▶ [WORK ITEM] Whenever a line below includes the string "Gunlock", show it.

▶ [DATA LISTING]
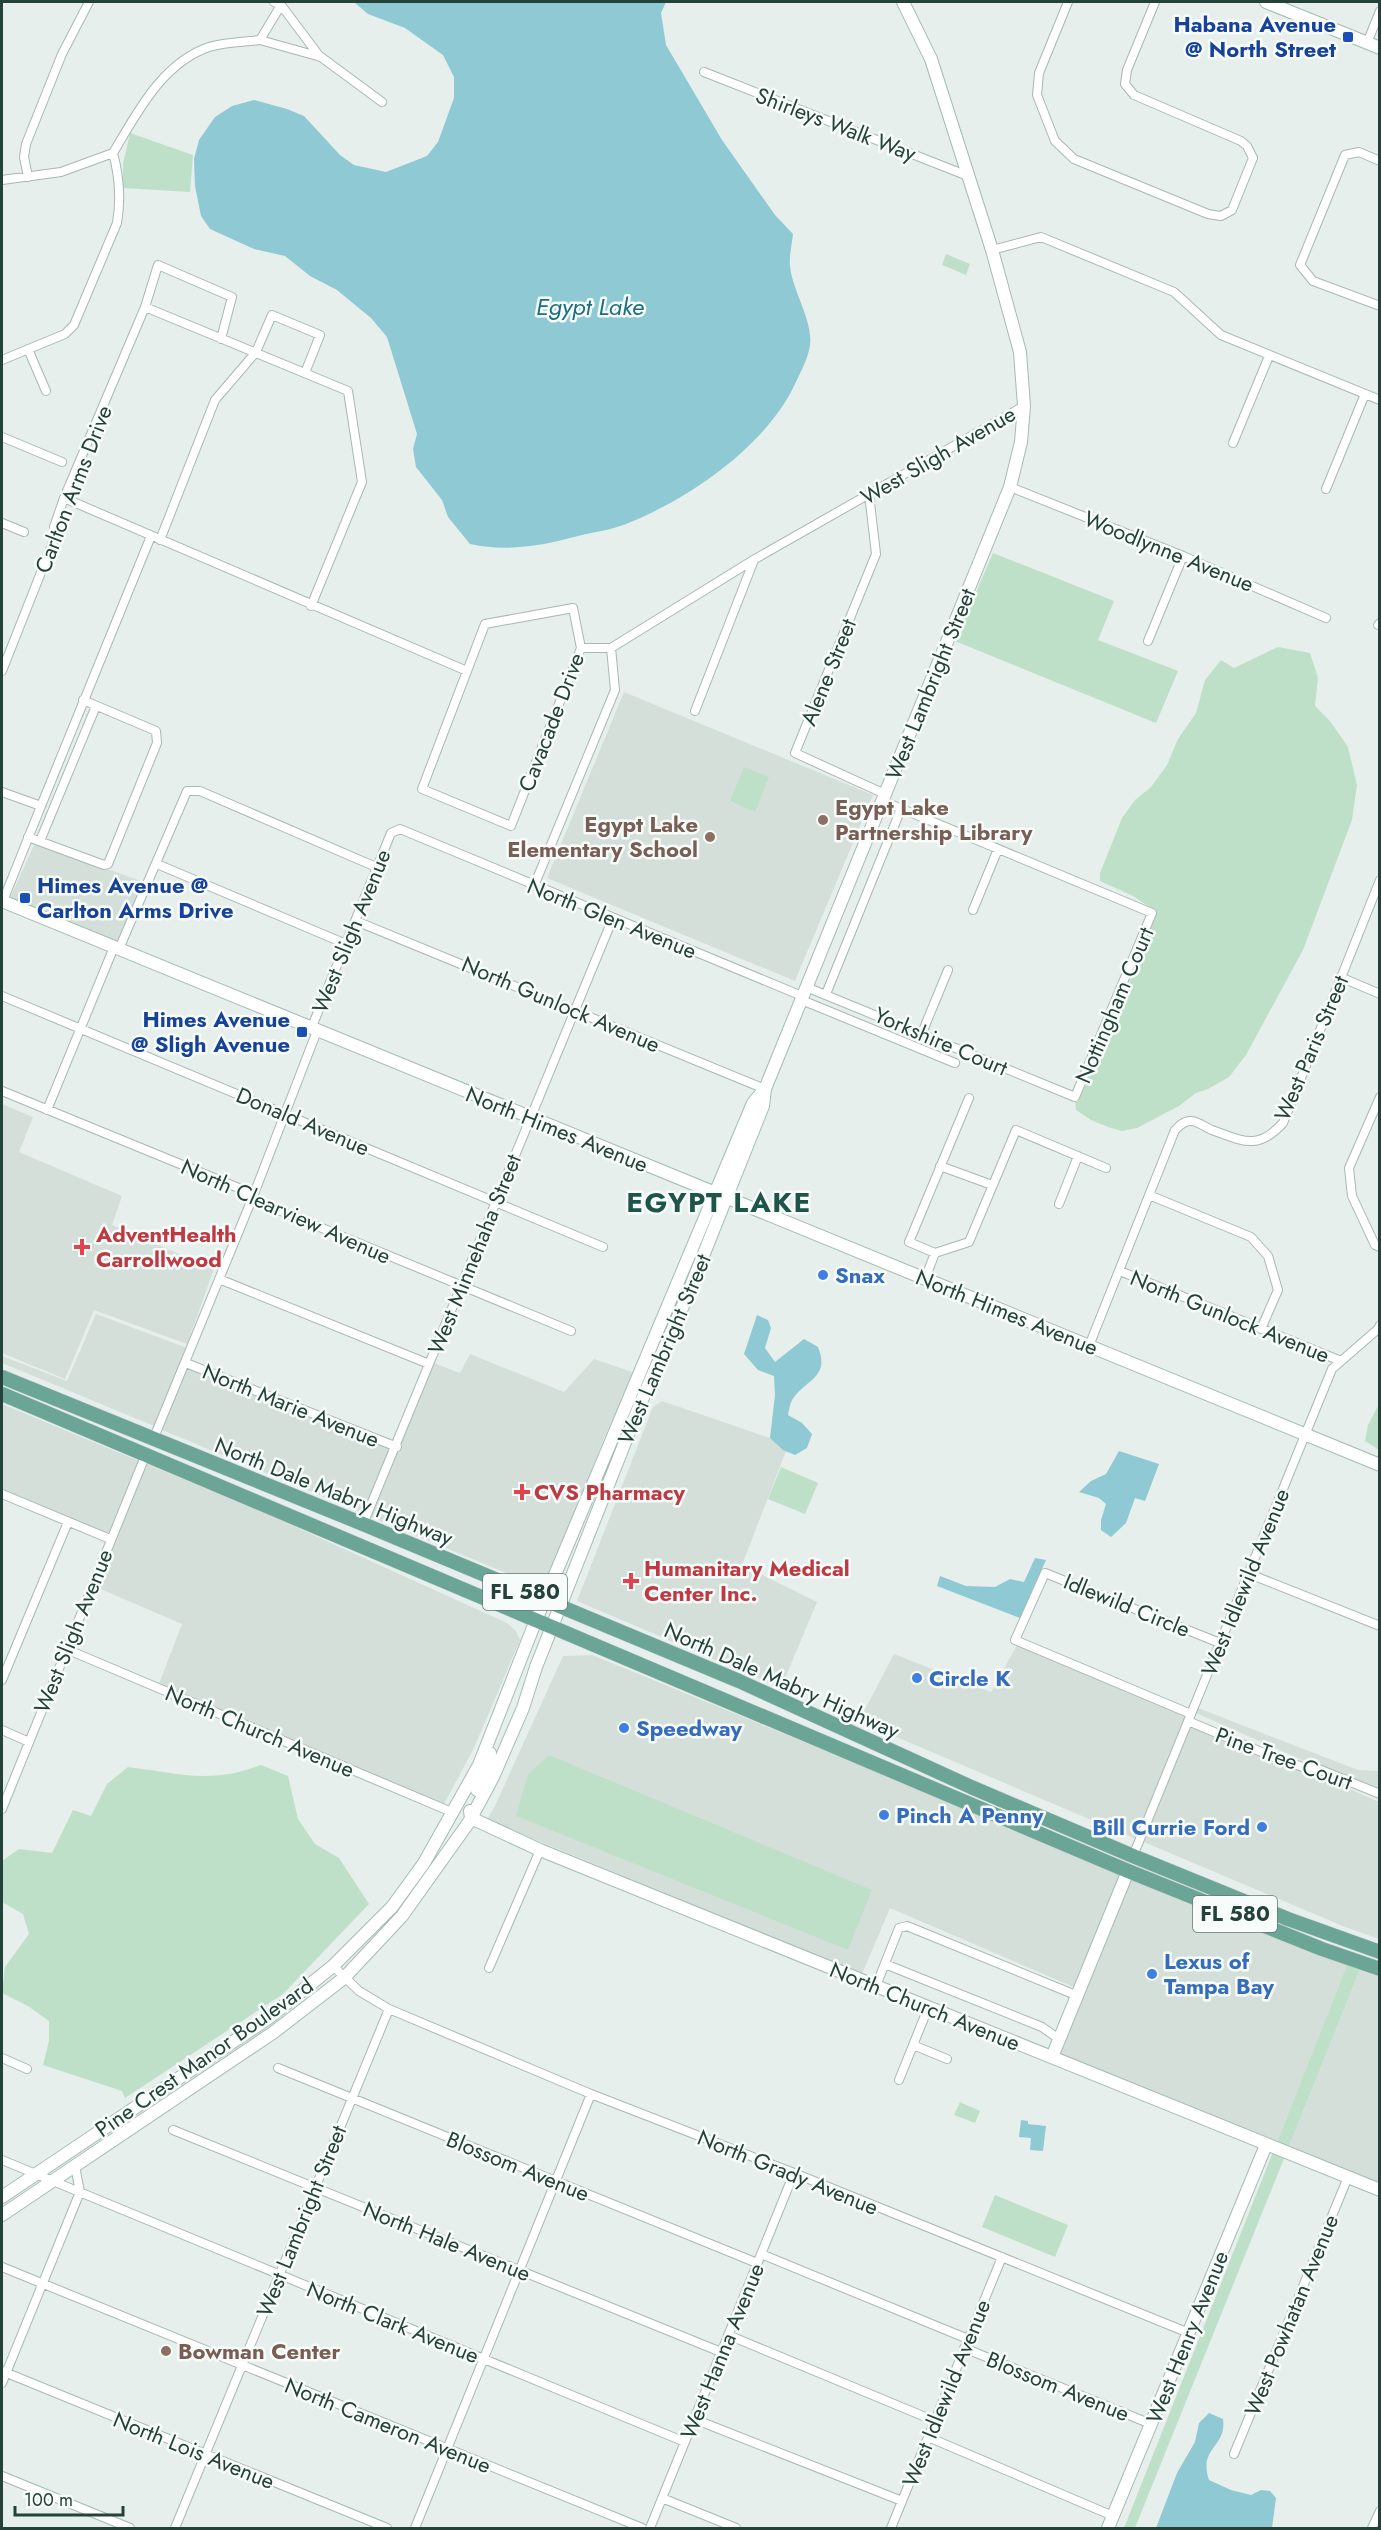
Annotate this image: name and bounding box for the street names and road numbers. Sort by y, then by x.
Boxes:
street label: Shirleys Walk Way [751,79,921,169]
street label: West Sligh Avenue [855,398,1021,512]
street label: Carlton Arms Drive [26,400,120,578]
street label: Woodlynne Avenue [1079,502,1259,600]
street label: West Lambright Street [877,583,983,785]
street label: Alene Street [792,613,864,730]
street label: Cavacade Drive [510,648,592,796]
street label: West Sligh Avenue [304,844,398,1018]
street label: North Glen Avenue [522,869,702,967]
street label: Nottingham Court [1067,921,1162,1088]
street label: North Gunlock Avenue [457,948,665,1060]
street label: West Paris Street [1266,970,1356,1126]
street label: Yorkshire Court [869,999,1013,1084]
street label: North Himes Avenue [461,1078,653,1180]
street label: Donald Avenue [231,1079,375,1163]
street label: West Minnehaha Street [419,1148,529,1359]
street label: North Clearview Avenue [176,1150,396,1272]
street label: West Lambright Street [609,1248,719,1449]
street label: North Himes Avenue [911,1261,1103,1363]
street label: North Gunlock Avenue [1125,1261,1335,1371]
street label: North Marie Avenue [198,1355,384,1455]
street label: North Dale Mabry Highway [210,1428,458,1554]
street label: West Idlewild Avenue [1193,1484,1297,1680]
street label: West Sligh Avenue [26,1544,120,1718]
street label: Idlewild Circle [1059,1565,1195,1645]
road number: FL 580 [483,1574,567,1610]
street label: North Dale Mabry Highway [659,1614,905,1747]
street label: North Church Avenue [160,1677,360,1785]
street label: Pine Tree Court [1211,1718,1358,1798]
road number: FL 580 [1193,1896,1277,1932]
street label: North Church Avenue [825,1953,1025,2059]
street label: Pine Crest Manor Boulevard [88,1969,320,2145]
street label: West Lambright Street [248,2120,354,2322]
street label: North Grady Avenue [693,2121,883,2223]
street label: Blossom Avenue [442,2123,594,2209]
street label: North Hale Avenue [359,2193,535,2289]
street label: West Powhatan Avenue [1236,2209,1346,2421]
street label: West Henry Avenue [1138,2246,1236,2428]
street label: West Hanna Avenue [672,2258,772,2444]
street label: North Clark Avenue [302,2273,484,2371]
street label: West Idlewild Avenue [894,2295,998,2491]
street label: Blossom Avenue [982,2343,1134,2429]
street label: North Cameron Avenue [280,2369,496,2481]
street label: North Lois Avenue [108,2403,280,2497]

▶ [OUTPUT OF THE EXERCISE]
street label: North Gunlock Avenue [457,948,665,1060]
street label: North Gunlock Avenue [1125,1261,1335,1371]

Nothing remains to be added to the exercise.